Optical communication equipment often employs one or more micro-electromechanical systems (MEMS) devices. A typical MEMS device may include an array of micro-machined mirrors, with each mirror being individually movable in response to an electrical signal. Such an array may be employed in an optical cross-connect, in which each mirror in the array receives a different beam of light, for example, from an input optical fiber. The beam is reflected from the mirror and can be redirected to a different location, e.g., a location at which an output optical fiber is located. The particular output fiber that receives the redirected beam may be selected by rotating the mirror. Other optical applications for MEMS devices include wave selective switches, add-drop switches, wavelength attenuators, and wavelength blockers. Non-optical applications are also possible.
One problem with prior art MEMS devices having relatively large mirrors, e.g., between 100 μm and 400 μm in length and between 30 μm and 70 μm in width, is that the height of the gap between the mirror and the corresponding actuating electrode(s) has to be relatively large, i.e., greater 8 μm, to achieve relatively large, e.g., about 10 degree, rotation angles. However, an 8 μm gap height is the best that can be achieved with surface micromachine technology, which is a simple and low cost fabrication technique.
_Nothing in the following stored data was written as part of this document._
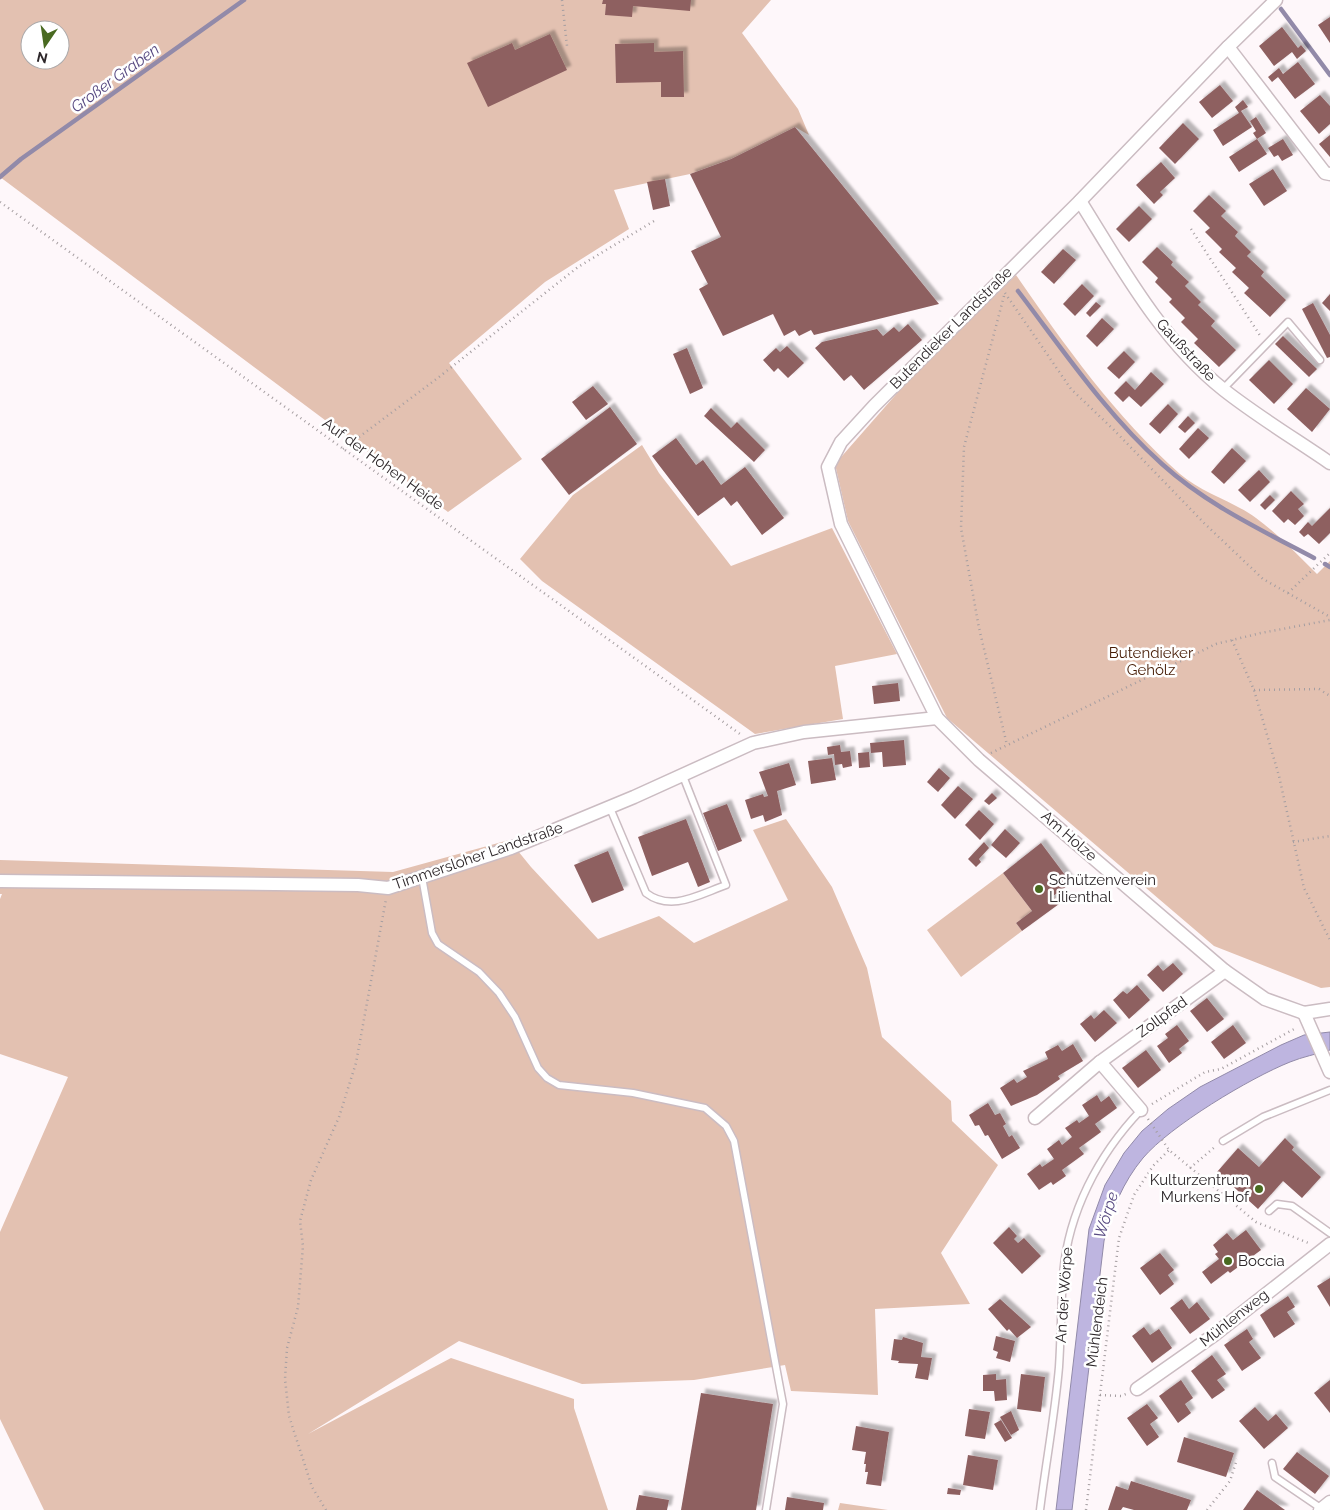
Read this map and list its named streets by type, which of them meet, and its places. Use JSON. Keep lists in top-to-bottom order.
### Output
{
  "streets": {
    "street": [
      "Butendieker Landstraße",
      "Gaußstraße",
      "Am Holze",
      "Timmersloher Landstraße",
      "Zollpfad",
      "Mühlenweg"
    ],
    "lane": ["An der Wörpe"],
    "path": ["Auf der Hohen Heide", "Mühlendeich"]
  },
  "crossings": [
    ["Butendieker Landstraße", "Gaußstraße"],
    ["Butendieker Landstraße", "Am Holze"],
    ["Butendieker Landstraße", "Timmersloher Landstraße"],
    ["Auf der Hohen Heide", "Timmersloher Landstraße"],
    ["Am Holze", "Timmersloher Landstraße"],
    ["Am Holze", "Zollpfad"]
  ],
  "water": ["Großer Graben", "Wörpe"],
  "parks": ["Butendieker Gehölz"],
  "places": ["Schützenverein Lilienthal", "Kulturzentrum Murkens Hof", "Boccia"],
  "north": "bottom"
}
U.S. Pat. No. 6,781,744, which is incorporated by reference as if fully set forth herein, discloses a MEMS device having a movable mirror and a movable actuator plate mechanically that are coupled together such that a relatively small displacement of the plate results in rotation of the mirror by a relatively large angle. In one exemplary arrangement, the mirror and actuator plate are supported on a substrate. The actuator plate moves in response to a voltage difference applied between a) an electrode located on the substrate beneath the plate and b) the plate itself. One or more springs attached to the plate provide a counteracting restoring force when they are stretched from their rest positions by the plate motion. The mirror has a handle portion configured as a lever arm. A spring attached between the actuator plate and the handle portion transfers the motion of the actuator plate to the mirror such that, when the actuator plate moves toward the substrate, the spring pulls the handle portion to move the mirror away from the substrate. Advantageously, relatively large mirror rotation angles may be achieved using the relatively small displacements of the actuator plate that can be achieved using surface micromachine technology.
In another exemplary arrangement disclosed in U.S. Pat. No. 6,781,744, a MEMS device has first and second plates, each supported on, and positioned offset from, a substrate. The second plate is rotatably connected to the substrate. The connection defines a rotation axis and first and second portions of the second plate including its opposite ends with respect to the rotation axis. One end of the first plate is movably connected to the first portion of the second plate, while the other end of the first plate is connected to the substrate.
Disadvantageously, U.S. Pat. No. 6,781,744 only teaches how to achieve rotation by a relatively large angle around a single axis.